Why Small Businesses Should Use Financial Modelling?
Small businesses and enterprises that are planning to take their company to the next level must capitalise on the major benefits offered by financial modelling. The issue is that most entrepreneurs take ‘financial modelling’ as a financial analysis of their company, especially as the financial analysis of their five-year business plan.
Although it may not be entirely wrong, financial modelling includes more extensive practices too. Moreover, if it is done correctly, financial modelling is much more extensive and allows you to take your company to the next level.
Why Utilise Financial Modelling?
Over 80 per cent of small businesses across the UK fail due to poor management of business finances. So as a business owner, do you think it is necessary to adopt a full financial model or rather base your business decisions on the financial statement attached to your business plan?
Well, the answer to this question may be different for different businesses, but it usually falls under one of the following categories:
- Cash flow management
- Financial risk and strategy
- Quality of earnings
Keeping this in mind, we further elaborate some benefits of financial modelling for a small business.

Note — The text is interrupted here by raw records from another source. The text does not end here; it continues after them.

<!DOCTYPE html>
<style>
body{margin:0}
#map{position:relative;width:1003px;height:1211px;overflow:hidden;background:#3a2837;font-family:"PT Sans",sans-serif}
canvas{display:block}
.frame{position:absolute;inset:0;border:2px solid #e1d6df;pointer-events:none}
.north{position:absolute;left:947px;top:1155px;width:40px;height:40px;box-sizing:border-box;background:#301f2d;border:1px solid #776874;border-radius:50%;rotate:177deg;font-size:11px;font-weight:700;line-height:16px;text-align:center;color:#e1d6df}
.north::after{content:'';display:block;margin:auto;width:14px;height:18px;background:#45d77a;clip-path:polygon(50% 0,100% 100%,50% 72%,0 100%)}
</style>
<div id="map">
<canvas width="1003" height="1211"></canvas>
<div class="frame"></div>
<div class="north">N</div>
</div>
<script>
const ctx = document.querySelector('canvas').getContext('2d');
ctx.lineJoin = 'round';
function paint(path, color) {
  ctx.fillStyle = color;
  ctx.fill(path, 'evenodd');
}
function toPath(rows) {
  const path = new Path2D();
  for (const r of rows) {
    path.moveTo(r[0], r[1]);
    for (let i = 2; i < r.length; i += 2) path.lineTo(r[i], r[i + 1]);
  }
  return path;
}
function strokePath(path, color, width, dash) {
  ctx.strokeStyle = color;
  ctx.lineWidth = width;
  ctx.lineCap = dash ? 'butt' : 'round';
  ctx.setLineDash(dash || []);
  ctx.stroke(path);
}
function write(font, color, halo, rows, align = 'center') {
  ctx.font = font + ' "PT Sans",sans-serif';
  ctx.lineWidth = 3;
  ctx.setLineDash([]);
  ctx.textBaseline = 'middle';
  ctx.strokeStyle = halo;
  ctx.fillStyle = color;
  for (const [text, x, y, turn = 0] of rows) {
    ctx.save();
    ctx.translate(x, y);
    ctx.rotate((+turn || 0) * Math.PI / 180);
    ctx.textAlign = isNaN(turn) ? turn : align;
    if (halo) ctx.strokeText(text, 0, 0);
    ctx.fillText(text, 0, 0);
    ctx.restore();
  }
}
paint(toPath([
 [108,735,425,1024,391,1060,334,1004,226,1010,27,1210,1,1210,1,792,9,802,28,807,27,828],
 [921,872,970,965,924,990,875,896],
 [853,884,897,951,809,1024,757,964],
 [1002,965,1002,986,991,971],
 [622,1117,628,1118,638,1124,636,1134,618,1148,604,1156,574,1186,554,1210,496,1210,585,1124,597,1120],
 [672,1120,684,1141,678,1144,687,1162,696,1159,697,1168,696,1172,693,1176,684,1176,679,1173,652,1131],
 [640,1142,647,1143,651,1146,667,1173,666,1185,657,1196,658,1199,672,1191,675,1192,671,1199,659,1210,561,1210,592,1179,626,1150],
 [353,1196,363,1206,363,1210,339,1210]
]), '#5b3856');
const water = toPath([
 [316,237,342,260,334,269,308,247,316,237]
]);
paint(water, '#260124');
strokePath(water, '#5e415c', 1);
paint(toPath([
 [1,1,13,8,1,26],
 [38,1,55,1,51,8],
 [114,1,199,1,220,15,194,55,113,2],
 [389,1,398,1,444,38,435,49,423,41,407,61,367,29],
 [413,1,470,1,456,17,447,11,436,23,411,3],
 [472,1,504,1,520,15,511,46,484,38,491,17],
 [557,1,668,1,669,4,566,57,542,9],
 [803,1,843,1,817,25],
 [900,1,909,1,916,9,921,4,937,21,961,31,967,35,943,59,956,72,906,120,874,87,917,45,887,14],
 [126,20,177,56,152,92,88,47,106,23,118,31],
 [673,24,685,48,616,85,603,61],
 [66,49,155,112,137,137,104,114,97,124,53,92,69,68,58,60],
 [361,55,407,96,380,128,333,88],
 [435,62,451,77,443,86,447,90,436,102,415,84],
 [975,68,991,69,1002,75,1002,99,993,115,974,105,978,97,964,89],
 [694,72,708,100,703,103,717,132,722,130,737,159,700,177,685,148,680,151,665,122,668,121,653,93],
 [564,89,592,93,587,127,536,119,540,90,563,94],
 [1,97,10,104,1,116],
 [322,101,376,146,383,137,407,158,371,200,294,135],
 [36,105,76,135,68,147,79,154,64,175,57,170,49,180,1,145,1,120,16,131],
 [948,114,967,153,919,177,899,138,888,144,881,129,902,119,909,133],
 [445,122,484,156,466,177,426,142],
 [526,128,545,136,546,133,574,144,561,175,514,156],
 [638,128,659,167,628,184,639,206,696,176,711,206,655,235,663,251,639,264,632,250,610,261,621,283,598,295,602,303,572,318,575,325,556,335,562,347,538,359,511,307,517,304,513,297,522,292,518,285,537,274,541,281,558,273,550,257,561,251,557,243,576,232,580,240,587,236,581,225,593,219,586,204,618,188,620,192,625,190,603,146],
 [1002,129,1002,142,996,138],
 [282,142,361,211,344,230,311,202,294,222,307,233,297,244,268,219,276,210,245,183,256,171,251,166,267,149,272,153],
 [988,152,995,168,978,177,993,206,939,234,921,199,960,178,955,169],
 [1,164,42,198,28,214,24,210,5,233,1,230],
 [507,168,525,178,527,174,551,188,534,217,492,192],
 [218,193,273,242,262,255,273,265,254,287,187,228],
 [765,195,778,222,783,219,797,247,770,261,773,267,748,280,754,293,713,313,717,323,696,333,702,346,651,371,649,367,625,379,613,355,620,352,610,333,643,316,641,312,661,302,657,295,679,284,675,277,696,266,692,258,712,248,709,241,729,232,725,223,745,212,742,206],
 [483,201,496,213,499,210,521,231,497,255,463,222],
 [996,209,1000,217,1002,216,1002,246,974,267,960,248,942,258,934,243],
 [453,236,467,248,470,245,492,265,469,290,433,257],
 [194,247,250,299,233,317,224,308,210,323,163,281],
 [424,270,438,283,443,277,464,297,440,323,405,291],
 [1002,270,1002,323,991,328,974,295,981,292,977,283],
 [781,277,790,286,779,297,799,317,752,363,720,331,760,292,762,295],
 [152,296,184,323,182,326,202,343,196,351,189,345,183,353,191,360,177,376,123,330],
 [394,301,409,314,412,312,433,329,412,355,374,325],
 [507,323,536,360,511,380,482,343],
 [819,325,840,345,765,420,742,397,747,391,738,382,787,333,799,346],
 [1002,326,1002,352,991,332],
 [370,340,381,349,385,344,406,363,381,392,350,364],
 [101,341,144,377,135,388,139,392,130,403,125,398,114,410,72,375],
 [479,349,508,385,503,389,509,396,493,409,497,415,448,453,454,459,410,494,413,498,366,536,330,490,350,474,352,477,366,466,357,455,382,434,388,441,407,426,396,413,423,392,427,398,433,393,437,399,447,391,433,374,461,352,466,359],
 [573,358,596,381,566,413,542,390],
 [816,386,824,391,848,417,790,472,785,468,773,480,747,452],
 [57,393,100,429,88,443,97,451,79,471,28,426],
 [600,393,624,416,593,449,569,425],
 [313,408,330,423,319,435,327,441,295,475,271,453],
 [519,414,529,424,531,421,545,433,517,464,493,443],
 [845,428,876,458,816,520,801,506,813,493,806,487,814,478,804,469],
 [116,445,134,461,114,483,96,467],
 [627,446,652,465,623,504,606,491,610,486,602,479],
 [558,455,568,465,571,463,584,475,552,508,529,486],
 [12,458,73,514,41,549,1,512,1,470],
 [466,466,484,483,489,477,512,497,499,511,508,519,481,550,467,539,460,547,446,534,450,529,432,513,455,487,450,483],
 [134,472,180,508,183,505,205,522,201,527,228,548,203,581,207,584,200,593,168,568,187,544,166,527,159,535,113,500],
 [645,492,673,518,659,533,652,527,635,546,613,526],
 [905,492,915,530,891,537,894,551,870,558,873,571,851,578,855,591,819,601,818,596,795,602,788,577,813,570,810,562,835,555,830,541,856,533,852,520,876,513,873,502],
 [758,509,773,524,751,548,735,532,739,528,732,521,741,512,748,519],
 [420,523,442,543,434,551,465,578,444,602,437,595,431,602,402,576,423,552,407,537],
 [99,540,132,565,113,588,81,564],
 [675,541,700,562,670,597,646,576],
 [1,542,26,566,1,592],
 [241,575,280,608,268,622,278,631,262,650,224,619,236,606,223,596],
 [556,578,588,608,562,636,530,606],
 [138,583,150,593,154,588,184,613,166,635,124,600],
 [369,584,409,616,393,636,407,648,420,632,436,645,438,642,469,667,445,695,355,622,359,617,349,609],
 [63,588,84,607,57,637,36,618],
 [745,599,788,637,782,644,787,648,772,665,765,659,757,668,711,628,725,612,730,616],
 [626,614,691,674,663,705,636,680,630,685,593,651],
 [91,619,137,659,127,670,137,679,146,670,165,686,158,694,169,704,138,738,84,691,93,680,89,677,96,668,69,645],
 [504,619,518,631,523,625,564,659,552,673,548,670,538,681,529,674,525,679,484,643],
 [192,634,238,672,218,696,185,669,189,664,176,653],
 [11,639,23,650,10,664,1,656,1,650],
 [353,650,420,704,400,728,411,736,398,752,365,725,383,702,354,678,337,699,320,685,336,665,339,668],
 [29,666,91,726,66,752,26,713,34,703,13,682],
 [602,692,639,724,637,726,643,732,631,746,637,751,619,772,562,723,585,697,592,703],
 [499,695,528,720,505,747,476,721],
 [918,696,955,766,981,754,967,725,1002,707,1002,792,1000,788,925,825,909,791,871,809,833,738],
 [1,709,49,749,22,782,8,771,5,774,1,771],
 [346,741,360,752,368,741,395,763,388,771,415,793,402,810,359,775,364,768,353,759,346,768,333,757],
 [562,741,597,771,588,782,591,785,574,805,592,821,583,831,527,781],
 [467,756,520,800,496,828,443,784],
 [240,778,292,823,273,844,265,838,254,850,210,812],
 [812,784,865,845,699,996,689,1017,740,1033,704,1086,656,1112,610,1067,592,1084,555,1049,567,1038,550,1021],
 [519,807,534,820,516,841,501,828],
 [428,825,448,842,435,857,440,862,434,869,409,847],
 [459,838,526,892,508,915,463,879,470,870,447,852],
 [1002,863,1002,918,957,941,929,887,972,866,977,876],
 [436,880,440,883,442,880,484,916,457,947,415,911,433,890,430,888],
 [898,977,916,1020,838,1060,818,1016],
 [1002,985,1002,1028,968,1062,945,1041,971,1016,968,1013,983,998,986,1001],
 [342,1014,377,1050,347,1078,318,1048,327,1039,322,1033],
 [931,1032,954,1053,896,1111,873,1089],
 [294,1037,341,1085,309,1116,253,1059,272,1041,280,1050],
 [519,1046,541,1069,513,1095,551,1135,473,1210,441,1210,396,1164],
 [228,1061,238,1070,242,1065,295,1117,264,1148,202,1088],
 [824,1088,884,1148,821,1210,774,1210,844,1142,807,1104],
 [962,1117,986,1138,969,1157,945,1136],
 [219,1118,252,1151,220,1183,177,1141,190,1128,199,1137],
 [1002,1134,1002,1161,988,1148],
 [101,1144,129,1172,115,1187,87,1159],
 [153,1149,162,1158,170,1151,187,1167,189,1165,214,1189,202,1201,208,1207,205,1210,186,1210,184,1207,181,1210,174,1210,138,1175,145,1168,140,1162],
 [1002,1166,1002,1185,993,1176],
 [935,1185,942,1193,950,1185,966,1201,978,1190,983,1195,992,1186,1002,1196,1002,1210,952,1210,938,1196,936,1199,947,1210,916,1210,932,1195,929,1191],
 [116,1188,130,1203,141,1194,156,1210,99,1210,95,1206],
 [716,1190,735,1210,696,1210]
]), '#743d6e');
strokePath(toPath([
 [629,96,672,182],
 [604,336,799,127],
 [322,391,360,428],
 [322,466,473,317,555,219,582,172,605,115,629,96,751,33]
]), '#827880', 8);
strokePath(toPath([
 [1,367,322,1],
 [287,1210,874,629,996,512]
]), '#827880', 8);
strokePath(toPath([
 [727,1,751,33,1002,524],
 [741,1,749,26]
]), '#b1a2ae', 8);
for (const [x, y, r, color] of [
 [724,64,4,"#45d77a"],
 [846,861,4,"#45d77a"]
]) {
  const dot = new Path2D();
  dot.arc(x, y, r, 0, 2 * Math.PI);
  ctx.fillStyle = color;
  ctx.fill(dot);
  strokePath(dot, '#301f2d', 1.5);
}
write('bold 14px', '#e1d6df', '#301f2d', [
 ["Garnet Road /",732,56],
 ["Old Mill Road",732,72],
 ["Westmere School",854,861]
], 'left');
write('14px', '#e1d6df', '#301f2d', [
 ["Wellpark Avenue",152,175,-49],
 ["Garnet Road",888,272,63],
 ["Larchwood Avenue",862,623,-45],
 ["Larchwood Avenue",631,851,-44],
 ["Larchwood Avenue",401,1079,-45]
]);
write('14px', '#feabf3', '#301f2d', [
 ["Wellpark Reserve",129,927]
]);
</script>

With a strong financial model in place, your company gets an advantage over other small companies that solely rely on their projections. Moreover, this will improve your brand reputation in the industry, especially because not every small business uses financial modelling.
Your company will appear much more professional in case you are seeking investors or commercial finance loans. This will force your competitors to either back out or step up their game, giving your brand a significant competitive edge. Another benefit of a solid financial model is that it will provide your company with a sustainable plan for future growth.
We agree that a company can survive by breaking even every month. But with this type of a plan in place, that company would be forced to become dependent on debt financing for expansion or adapting to the changes in the marketplace. Having a financial model will help you understand how exactly you can grow your business. It provides you with opportunities that aren’t available to your business otherwise. All this will ultimately result in the evolution of a financially stable company.
Small businesses and enterprises should be well-prepared for any economic instability. Poor management of business finances is one of the top reasons why most businesses fail during periods of economic instability. Hence, it is important for you to have a proper business finance management system in place that will help you attain financial stability.
If you have a solid financial model, your business can have access to investors (which is a huge benefit to your small company). Investors are much more open towards investing their money in businesses that show them a business plan with a solid financial model in it. This again gives you a significant advantage over your competition.
Think like an investor here – would you choose a business that tells you their financial plans or a business that shows you their financial plans?
For instance, let us take a look at venture capital and private equity firms. The main question anyone would ask here is:
What is the Return on Investment?
Investors that offer venture capital usually expect businesses to go through a rigorous budgeting process, which also involves financial modelling. While reviewing business plans for investing, they want to see where exactly the company needs money (whether it is marketing or product development).
Our point here is, if a small business approaches investors or finance firms with their financial model, the entire process of securing funds goes much more smoothly. Moreover, it also proves the importance of financial modelling in business finances.
The Bottom Line
It is important that your financial models are flexible and are updated on a regular basis. Forecasting should be a part of your basic operations here. Your team should be able to fetch real-time data so as to monitor the rapid changes that occur in the market.
Models use the analysis of the actual results against the forecasts to forecast business cash flow. Ultimately, financial modelling is used to determine the future profitability of a company, its position and the potential financial risks.